I compiled this code:
float f1(float x) { return x*3.14; }
float f2(float x) { return x*3.14F; }
Using gcc 4.5.1 for i686 with optimization -O2.
This was the assembly code generated for f1:
pushl %ebp
movl %esp, %ebp
subl $4, %esp # Allocate 4 bytes on the stack
fldl .LC0 # Load a double-precision floating point constant
fmuls 8(%ebp) # Multiply by parameter
fstps -4(%ebp) # Store single-precision result on the stack
flds -4(%ebp) # Load single-precision result from the stack
leave
ret
And this is the assembly code generated for f2:
pushl %ebp
flds .LC2 # Load a single-precision floating point constant
movl %esp, %ebp
fmuls 8(%ebp) # Multiply by parameter
popl %ebp
ret
So the interesting thing is that for f1, the compiler stored the value and re-loaded it just to make sure that the result was truncated to single-precision.

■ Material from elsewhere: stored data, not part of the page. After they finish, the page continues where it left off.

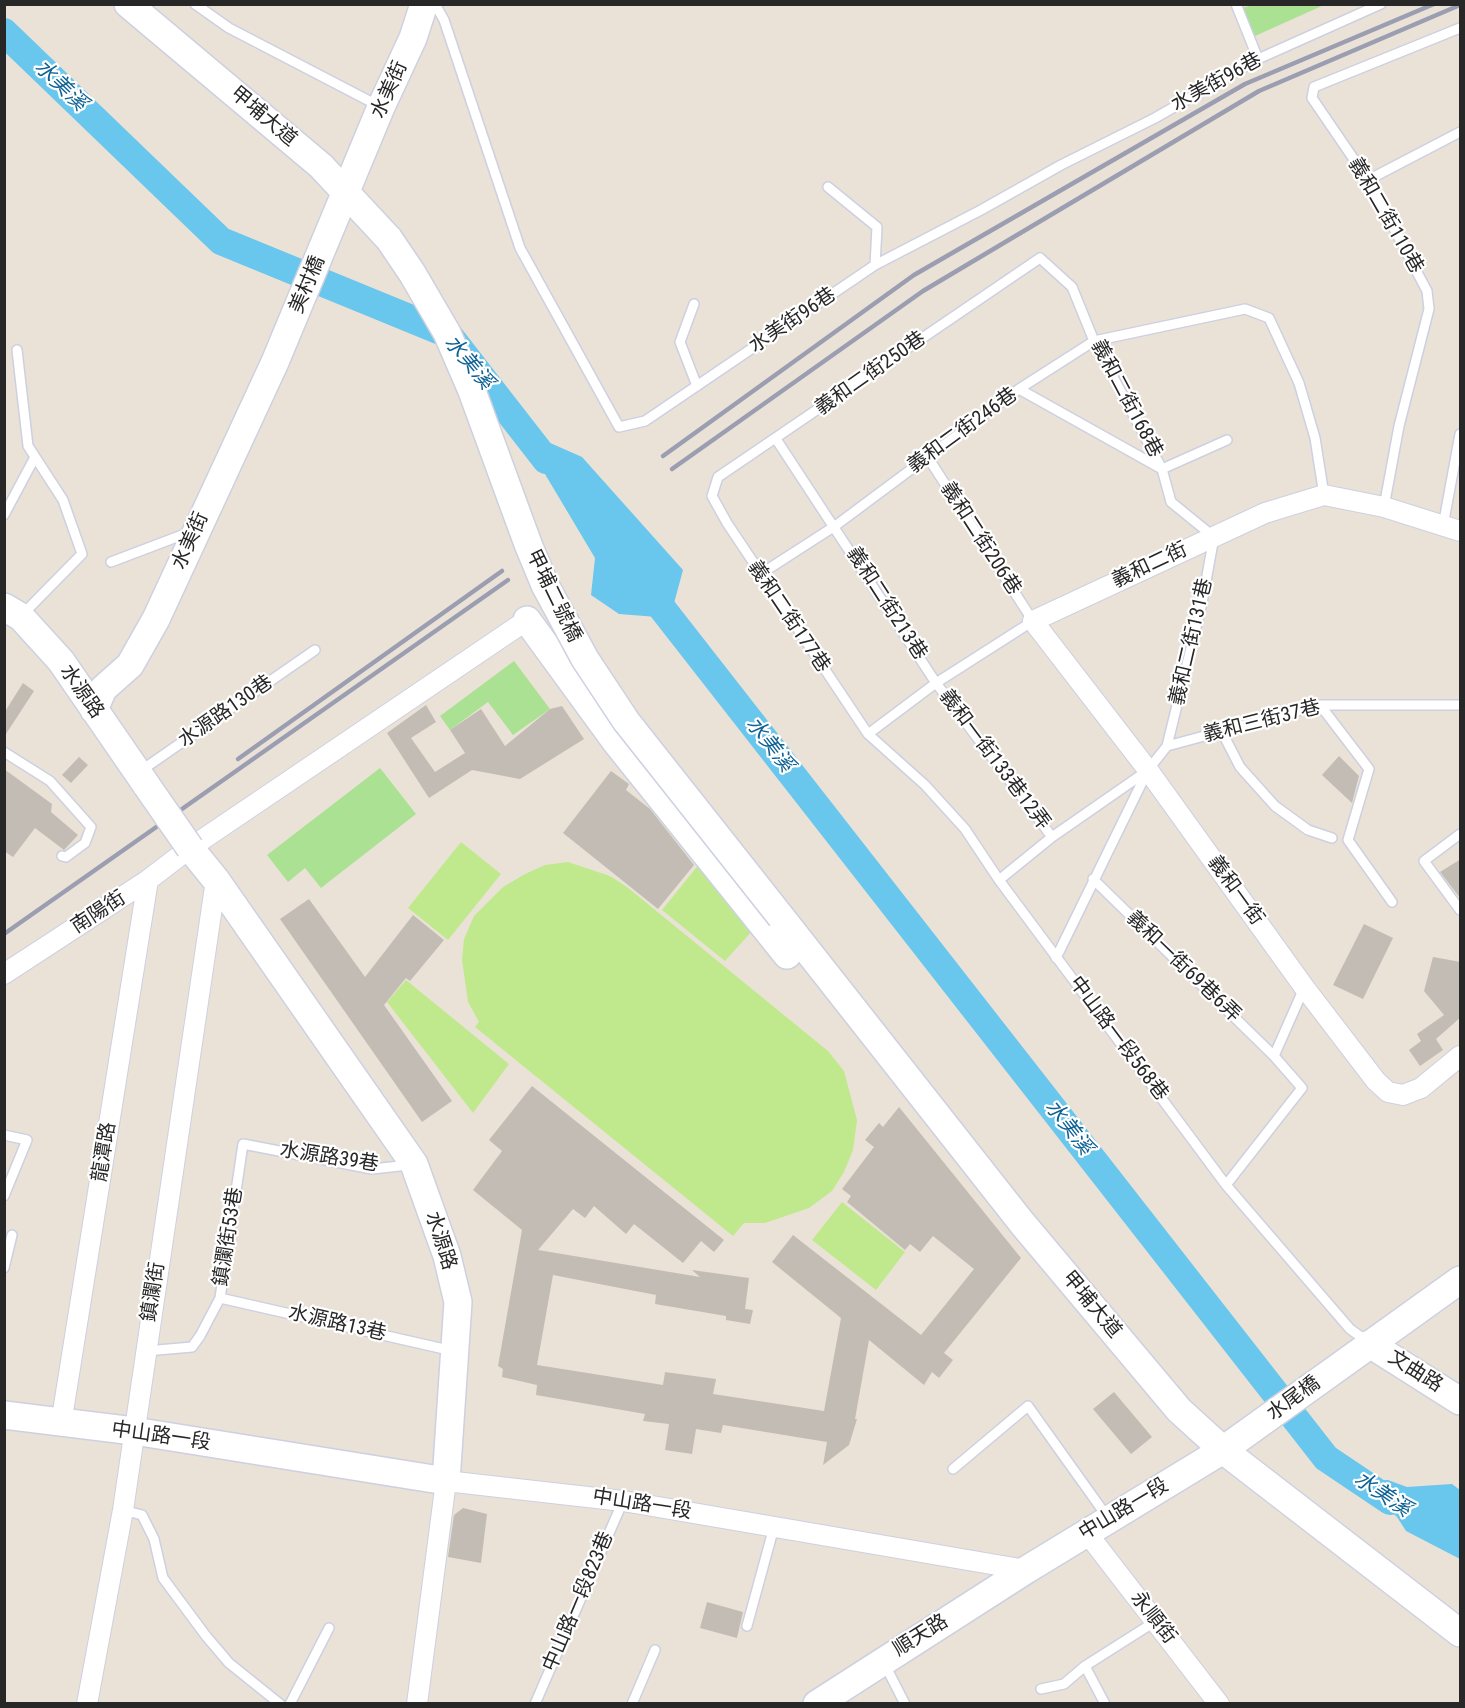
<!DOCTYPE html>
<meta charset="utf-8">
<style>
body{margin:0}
#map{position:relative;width:1465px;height:1708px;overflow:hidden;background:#eae2d7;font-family:"Roboto Condensed",sans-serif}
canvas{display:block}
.frame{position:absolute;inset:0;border:6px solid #272727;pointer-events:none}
</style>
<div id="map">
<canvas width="1465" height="1708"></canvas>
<div class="frame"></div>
</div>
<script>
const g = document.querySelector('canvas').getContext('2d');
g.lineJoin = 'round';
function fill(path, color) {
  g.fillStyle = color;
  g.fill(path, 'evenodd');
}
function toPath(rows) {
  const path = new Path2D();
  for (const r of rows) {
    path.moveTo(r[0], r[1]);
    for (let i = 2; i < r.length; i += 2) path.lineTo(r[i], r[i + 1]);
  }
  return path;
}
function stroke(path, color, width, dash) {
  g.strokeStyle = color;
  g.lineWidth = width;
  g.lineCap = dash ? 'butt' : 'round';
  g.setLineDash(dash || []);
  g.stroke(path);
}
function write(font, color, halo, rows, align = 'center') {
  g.font = font + ' "Roboto Condensed","Noto Sans TC",sans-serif';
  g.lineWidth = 4.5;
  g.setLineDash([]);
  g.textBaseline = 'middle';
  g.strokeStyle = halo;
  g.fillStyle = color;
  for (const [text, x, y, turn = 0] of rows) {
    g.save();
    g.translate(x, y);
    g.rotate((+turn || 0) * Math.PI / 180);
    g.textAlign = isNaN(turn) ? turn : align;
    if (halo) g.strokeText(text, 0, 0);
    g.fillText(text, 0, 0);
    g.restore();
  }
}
const green = toPath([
 [1253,5,1324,5,1255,36,1245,27,1235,10],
 [514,661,550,709,513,735,488,702,450,730,440,716],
 [380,768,416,814,321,888,305,868,288,882,267,855]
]);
const pitch = toPath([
 [461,842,501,874,448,940,408,908],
 [568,862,610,876,627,887,828,1051,844,1071,857,1120,853,1150,844,1172,832,1191,809,1208,765,1223,744,1223,733,1236,475,1027,479,1022,468,1002,462,960,464,939,474,916,503,887,525,874,545,865],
 [700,863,754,929,725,961,662,910],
 [406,980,509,1064,473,1113,387,1002],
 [842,1202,905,1252,876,1290,812,1240]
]);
const water = toPath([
 [523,431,582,457,683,570,670,618,619,614,591,595,595,558,539,464],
 [1388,1480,1407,1487,1452,1484,1460,1490,1460,1559,1406,1531,1397,1517,1360,1481]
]);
const river = toPath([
 [4,32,221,241,448,334,546,460],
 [647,589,1326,1458,1390,1501]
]);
const building = toPath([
 [23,683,34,691,4,737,4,713],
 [426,705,436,722,411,738,435,772,465,753,450,730,481,709,505,746,550,709,562,706,584,739,520,779,472,770,429,798,387,733],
 [1339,756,1359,776,1352,803,1322,775],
 [79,757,88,765,71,783,62,775],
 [4,769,52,804,51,812,78,835,64,850,35,828,13,857,4,851],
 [611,771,629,784,626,790,650,809,694,865,658,909,563,833],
 [1461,859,1461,899,1440,872],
 [309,899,365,977,413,915,444,940,410,981,406,978,384,1005,452,1101,422,1122,280,919],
 [1364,924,1393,938,1363,999,1333,985],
 [1433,957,1461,962,1461,1017,1436,1039,1443,1050,1420,1066,1409,1050,1421,1041,1417,1034,1444,1015,1424,991],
 [532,1086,724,1240,714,1252,701,1241,683,1263,634,1224,626,1234,594,1206,585,1218,573,1209,538,1250,700,1277,692,1270,749,1278,745,1309,753,1310,750,1324,726,1320,726,1316,655,1304,656,1295,553,1275,537,1365,663,1385,665,1372,716,1379,713,1394,824,1411,841,1318,772,1262,793,1235,921,1335,974,1269,933,1236,920,1252,910,1244,905,1250,847,1202,851,1196,842,1189,874,1147,865,1140,879,1123,883,1127,899,1107,1021,1258,944,1353,953,1360,939,1378,932,1372,924,1385,869,1340,855,1419,857,1419,849,1445,823,1465,827,1442,723,1425,721,1433,696,1429,692,1454,665,1450,669,1424,643,1421,645,1414,536,1395,537,1385,502,1377,503,1369,498,1366,522,1230,473,1190,502,1151,489,1140],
 [1114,1392,1152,1437,1131,1454,1093,1409],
 [463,1508,487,1514,481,1563,448,1557,454,1515],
 [707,1602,743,1612,737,1638,700,1628]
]);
const lane = toPath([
 [195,4,229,28,379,106],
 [435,4,444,20,520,248,619,427,645,421,875,265,981,210,1061,165,1155,118,1258,59,1381,4],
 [1236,4,1258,59],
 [1368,180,1460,132],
 [828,187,877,227,875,265],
 [694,304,680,342,697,386],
 [17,350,28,446,63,500,82,554,22,615],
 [1019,389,1162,469,1227,440],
 [776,439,936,683,1052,837],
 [1384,507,1399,426,1429,309,1427,291,1368,180,1312,98,1314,87,1460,28],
 [4,515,35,457],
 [1443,526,1460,434],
 [111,562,190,532],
 [759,575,835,526,1019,389,1094,341,1245,309,1269,318,1299,383,1315,438,1324,495],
 [1320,705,1369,769,1348,840,1392,902],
 [1222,732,1240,767,1275,806,1308,830,1332,838],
 [868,734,936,683,1033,621,927,456],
 [1167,746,1202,603,1214,537,1171,502,1162,469,1094,341,1072,287,1040,258,718,477,712,496,727,523,868,734,925,785,965,829,999,880,1226,1185,1350,1329,1368,1342],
 [4,752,50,781,91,827,85,843,66,857,62,856],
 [139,772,315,650],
 [1460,834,1424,861,1460,910],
 [1093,879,1274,1056],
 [999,880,1052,837,1147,771],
 [1056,958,1148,770,1167,746,1320,705,1460,705],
 [4,1135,27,1140,4,1196],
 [1226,1185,1302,1088,1274,1056,1304,988],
 [4,1268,12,1235],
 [220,1298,453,1351],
 [146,1351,192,1347,200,1336,220,1298,243,1144,372,1169,409,1165],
 [953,1469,1028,1406,1108,1518],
 [123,1510,142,1515,154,1539,163,1578,206,1636,229,1663,280,1704],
 [747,1626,774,1527],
 [884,1663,905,1704],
 [1085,1666,1105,1704],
 [1041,1689,1064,1684,1085,1666,1156,1621],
 [290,1704,329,1628],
 [535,1704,623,1501],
 [632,1704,655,1650]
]);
const street = toPath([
 [1460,531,1384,507,1324,495,1265,513,1033,621,1148,770,1304,987,1376,1081,1388,1092,1403,1095,1421,1088,1460,1056],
 [4,974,148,880,190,848,527,620],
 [61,1424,148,880],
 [1087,1533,1219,1704],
 [87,1704,123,1510,216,880],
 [417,1704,446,1481,623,1501,1026,1570]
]);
const secondary = toPath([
 [128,4,321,166,389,239],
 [4,607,21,617,61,661,147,786],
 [527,620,616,742,787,955],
 [94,710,103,689,130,665,156,619,275,362,381,107,413,38,424,4],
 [781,917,1022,1223,1179,1410,1223,1450,1460,1633],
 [1370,1344,1460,1401],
 [4,1415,134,1431,446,1481,458,1302,447,1256,414,1164,216,880,190,848],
 [817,1704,1026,1570,1223,1450,1460,1280]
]);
const rail = toPath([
 [663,456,914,275,1245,84,1434,4],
 [672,469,923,291,1259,91,1460,5],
 [238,759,502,571],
 [4,934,508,580]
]);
const secondaryBridge = toPath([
 [389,239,412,273,447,333,472,391,528,544,545,585,585,659,626,721,781,917],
 [147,786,190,848]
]);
const streetNames = [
 ["水美街96巷",1217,83,-29],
 ["水美街",390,90,-66],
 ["甲埔大道",263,117,40],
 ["義和二街110巷",1385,216,60],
 ["美村橋",308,285,-67],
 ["水美街96巷",793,321,-34],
 ["義和二街250巷",871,374,-35],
 ["義和二街168巷",1126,399,62],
 ["義和二街246巷",963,431,-36],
 ["義和二街206巷",980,539,57],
 ["水美街",191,541,-66],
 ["義和二街",1150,566,-25],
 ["甲埔二號橋",553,596,64],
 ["義和二街213巷",886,604,57],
 ["義和二街177巷",788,617,56],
 ["義和二街131巷",1192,642,-77],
 ["水源路",81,692,55],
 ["水源路130巷",226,712,-35],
 ["義和三街37巷",1262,722,-14],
 ["義和一街133巷12弄",994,760,53],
 ["義和一街",1235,891,54],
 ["南陽街",99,913,-33],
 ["義和一街69巷6弄",1183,967,44],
 ["中山路一段568巷",1118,1039,53],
 ["龍潭路",105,1152,-81],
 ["水源路39巷",329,1158,9],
 ["鎮瀾街53巷",229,1237,-81],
 ["水源路",440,1241,72],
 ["鎮瀾街",154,1292,-81],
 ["甲埔大道",1091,1305,50],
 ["水源路13巷",337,1324,13],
 ["文曲路",1415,1372,32],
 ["水尾橋",1294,1399,-36],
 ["中山路一段",161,1437,8],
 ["中山路一段",642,1505,9],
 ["中山路一段",1124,1510,-31],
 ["中山路一段823巷",579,1602,-67],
 ["永順街",1153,1618,52],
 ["順天路",921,1636,-32]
];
const waterNames = [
 ["水美溪",60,86,44],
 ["水美溪",468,363,50],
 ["水美溪",769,745,52],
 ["水美溪",1068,1128,52],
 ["水美溪",1382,1495,34]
];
fill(green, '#abe193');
fill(pitch, '#c0e98e');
fill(water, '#69c6ed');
stroke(river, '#69c6ed', 28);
fill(building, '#c2bcb5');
stroke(lane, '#cdd0e0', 12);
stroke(street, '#cdd0e0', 22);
stroke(secondary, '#cdd0e0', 30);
stroke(lane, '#fff', 9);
stroke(street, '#fff', 20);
stroke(secondary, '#fff', 27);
stroke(rail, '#9b9db1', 4.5);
stroke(secondaryBridge, '#cdd0e0', 30, []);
stroke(secondaryBridge, '#fff', 27);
write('20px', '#272727', '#fff', streetNames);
write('italic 21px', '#0d6194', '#fff', waterNames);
</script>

If we use the -ffast-math option, then this difference is significantly reduced:
pushl %ebp
fldl .LC0 # Load double-precision constant
movl %esp, %ebp
fmuls 8(%ebp) # multiply by parameter
popl %ebp
ret
pushl %ebp
flds .LC2 # Load single-precision constant
movl %esp, %ebp
fmuls 8(%ebp) # multiply by parameter
popl %ebp
ret
But there is still the difference between loading a single or double precision constant.
These are the results with gcc 5.2.1 for x86-64 with optimization -O2:
f1:
cvtss2sd %xmm0, %xmm0 # Convert arg to double precision
mulsd .LC0(%rip), %xmm0 # Double-precision multiply
cvtsd2ss %xmm0, %xmm0 # Convert to single-precision
ret
f2:
mulss .LC2(%rip), %xmm0 # Single-precision multiply
ret
With -ffast-math, the results are the same.